I become intensely depressed. Not in the self-loathing way, thank goodness, or I would have killed myself. It was more like the blues, where I just felt down and sad and brooding all the time.

Not even cuddling with Zane the White German Shepherd made me feel any better, and at that point in my life, cuddling with that big sweet snowbank of a dog was just about my favorite thing in the world.

Still, I am older and wiser now, and I am slowly learning that being down and being out are two different things. Sometimes you feel up and energetic and other times quiet and contemplative, but it is only in the valuation that either of those states becomes sadness or gladness.

And valuations can change.

You can choose to view the down times not as a slide into the pit of despair but simply as times to relaxed and think about things, knowing that the big mood wheel will bring you back to perky and active soon enough.

Feeling bad about not feeling like doing certain things gets you nowhere.

The missing ingredient, sadly, is faith. Faith that whatever you are feeling at the moment will pass and the sky will light up with sunshine once again.

This is obviously true from a logical point of view. A glance at anyone’s life will show parts that are better and parts that are worse, and therefore no one state is permanent.

But in the battle between reason and emotion, emotion always wins in the end.

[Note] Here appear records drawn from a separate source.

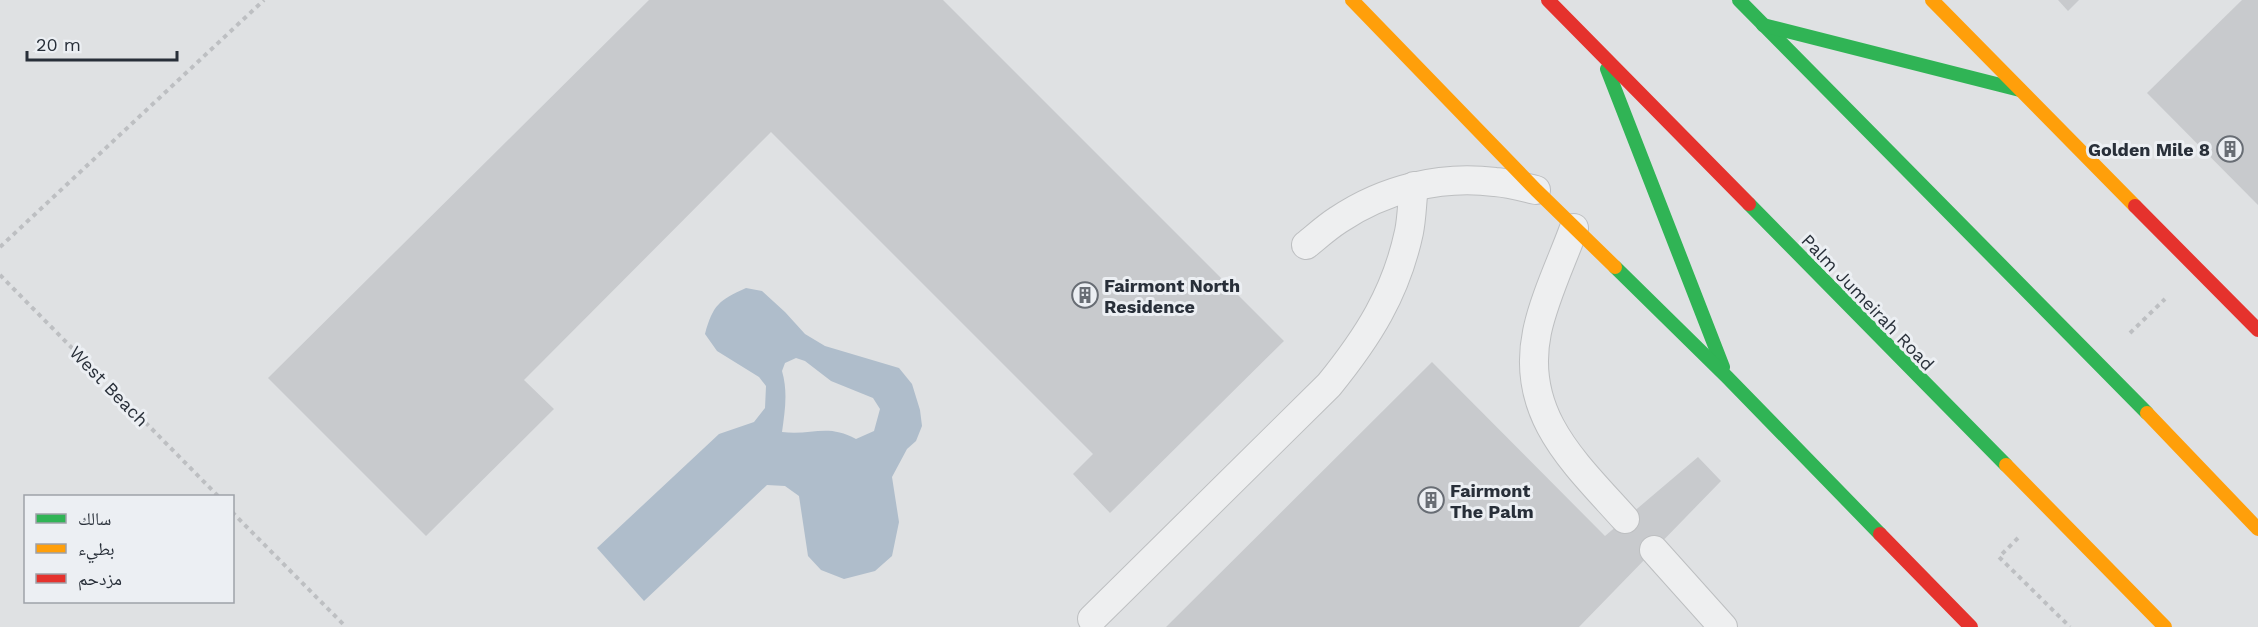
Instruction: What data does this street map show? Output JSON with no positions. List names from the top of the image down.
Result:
{
  "streets": {
    "main road": ["Palm Jumeirah Road"],
    "path": ["West Beach"]
  },
  "places": {
    "building": ["Golden Mile 8", "Fairmont North Residence", "Fairmont The Palm"]
  },
  "legend": ["سالك", "بطيء", "مزدحم"],
  "scale_bar": "20 m"
}
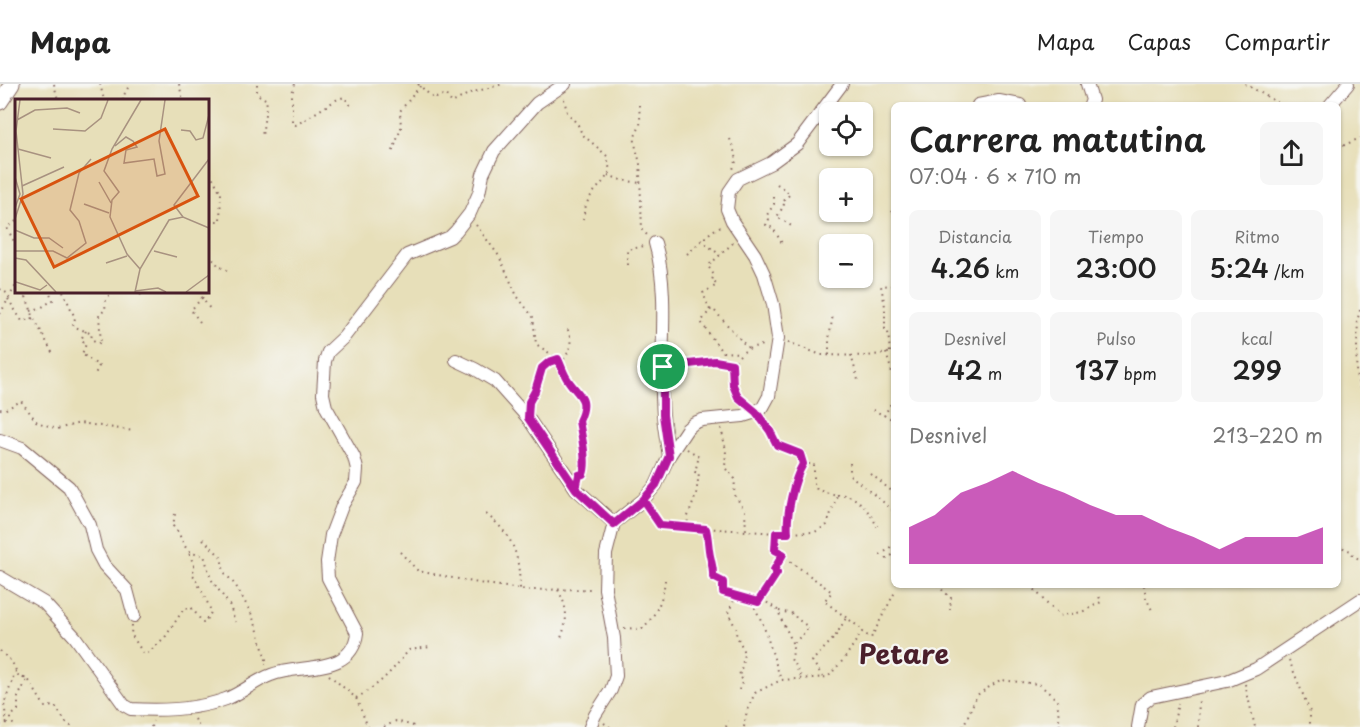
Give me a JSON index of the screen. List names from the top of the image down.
{
  "districts": ["Petare"],
  "page": {
    "header": "Mapa",
    "nav": ["Mapa", "Capas", "Compartir"],
    "map_buttons": ["+", "−"],
    "heading": ["Carrera matutina", "07:04 · 6 × 710 m"],
    "stats": [
      ["Distancia", "4.26 km"],
      ["Tiempo", "23:00"],
      ["Ritmo", "5:24 /km"],
      ["Desnivel", "42 m"],
      ["Pulso", "137 bpm"],
      ["kcal", "299"]
    ],
    "chart": ["Desnivel", "213–220 m"]
  }
}
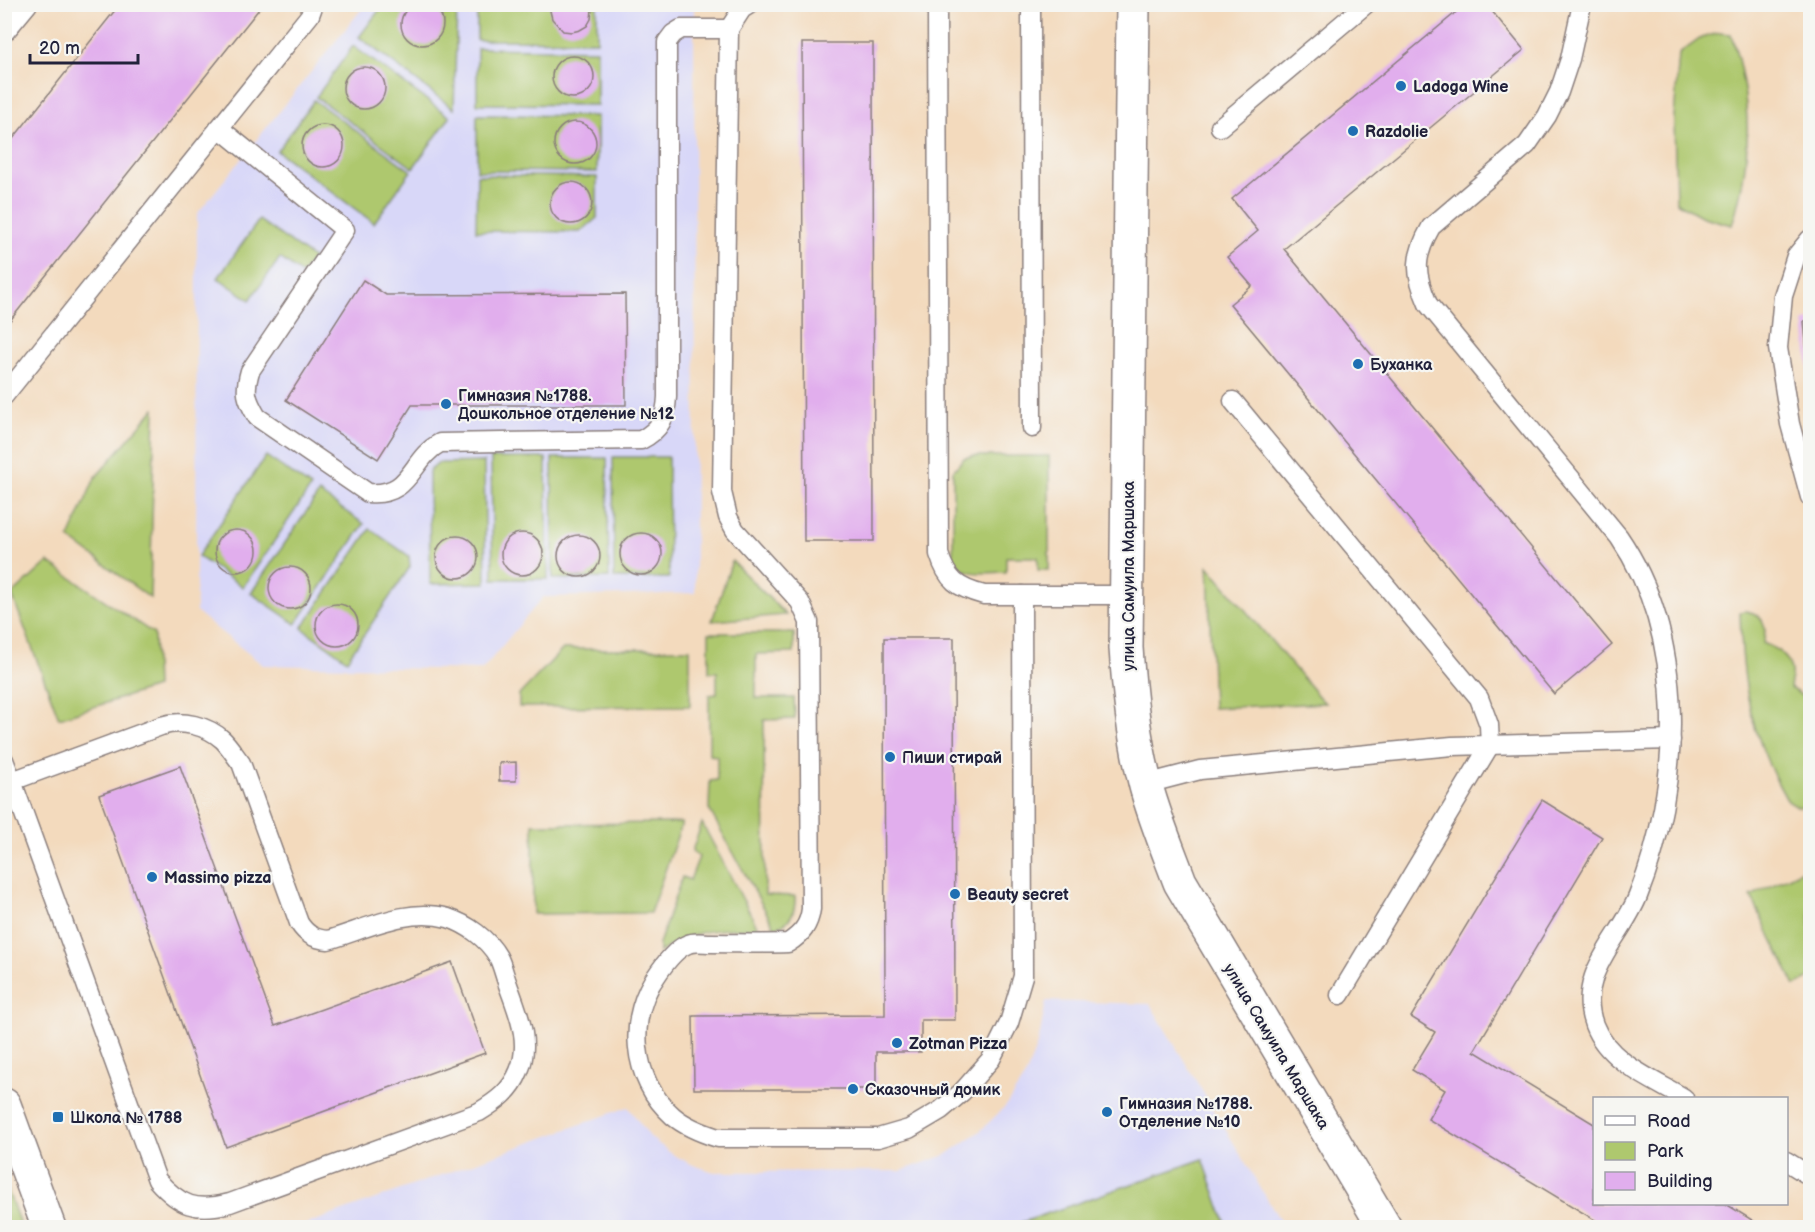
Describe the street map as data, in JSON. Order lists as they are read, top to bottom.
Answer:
{
  "streets": {
    "street": ["улица Самуила Маршака"]
  },
  "places": {
    "other": [
      "Ladoga Wine",
      "Razdolie",
      "Буханка",
      "Гимназия №1788. Дошкольное отделение №12",
      "Пиши стирай",
      "Massimo pizza",
      "Beauty secret",
      "Zotman Pizza",
      "Сказочный домик",
      "Гимназия №1788. Отделение №10"
    ],
    "transit": ["Школа № 1788"]
  },
  "legend": ["Road", "Park", "Building"],
  "scale_bar": "20 m"
}
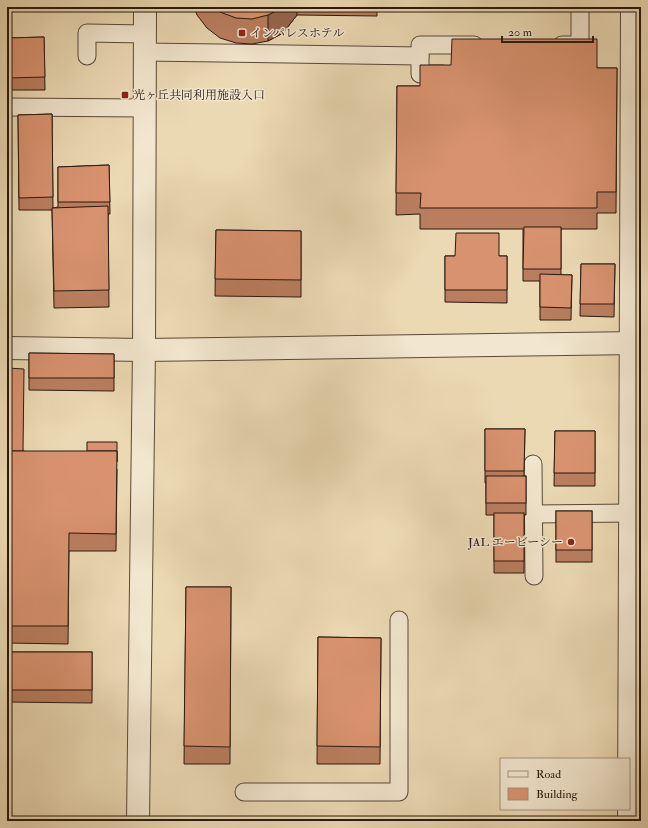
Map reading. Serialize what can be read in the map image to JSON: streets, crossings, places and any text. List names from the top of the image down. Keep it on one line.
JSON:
{"places":{"transit":["インパレスホテル","光ヶ丘共同利用施設入口"],"other":["JAL エービーシー"]},"legend":["Road","Building"],"scale_bar":"20 m"}
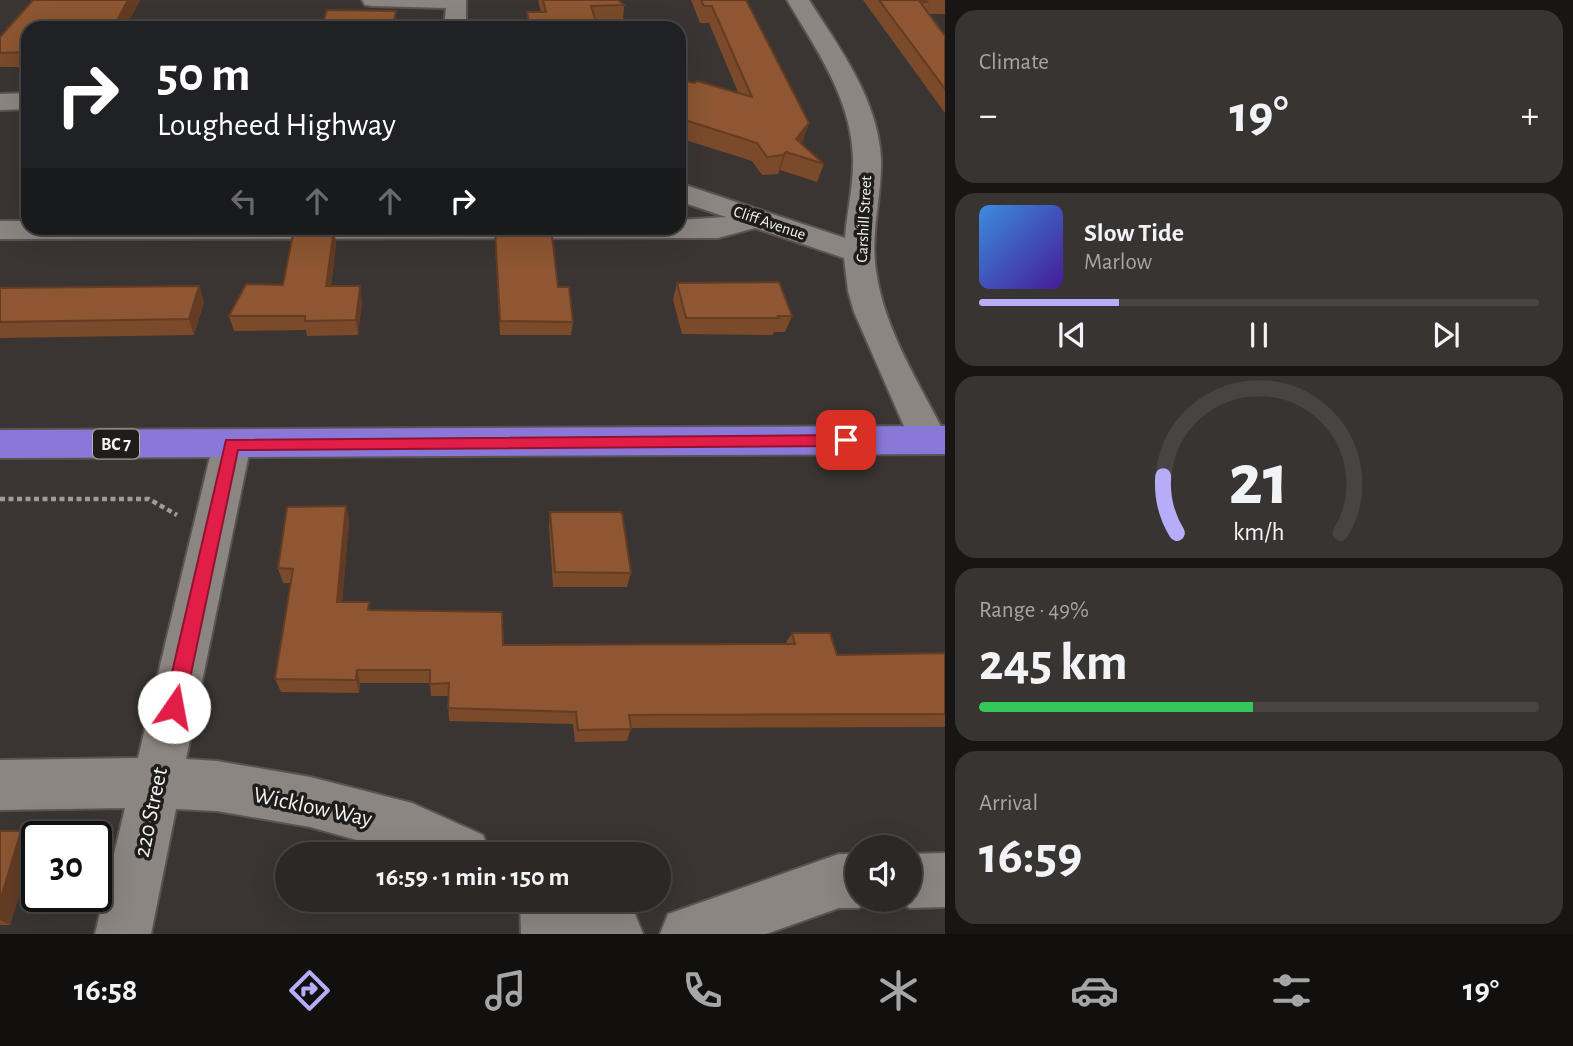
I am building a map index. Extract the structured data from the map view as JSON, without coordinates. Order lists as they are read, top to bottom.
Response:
{
  "streets": {
    "highway": ["BC 7"],
    "street": [
      "Carshill Street",
      "Cliff Avenue",
      "Wicklow Way",
      "220 Street"
    ]
  },
  "crossings": [
    ["Carshill Street", "Cliff Avenue"],
    ["Carshill Street", "BC 7"],
    ["BC 7", "220 Street"],
    ["Wicklow Way", "220 Street"]
  ],
  "page": {
    "tile": [
      "Climate",
      ["Range · 49%", "245 km"],
      ["Arrival", "16:59"]
    ],
    "turn": ["50 m", "Lougheed Highway"],
    "heat": ["−", "19°", "+"],
    "song": ["Slow Tide", "Marlow"],
    "limit": "30",
    "trip": "16:59 · 1 min · 150 m",
    "tabs": ["16:58", "19°"],
    "gauge": ["21", "km/h"]
  }
}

If you feel something strongly enough, you have no choice but to believe it regardless of all evidence and logic.

Those belong to the sane realm, and you don’t live there any more.

Where was I? Oh right. So, it could be the rain that is bringing me down.

But I am also a sick person. I need to remind myself of that as often as possible. I have a serious illness called depression, and so every day is a special kind of struggle for me.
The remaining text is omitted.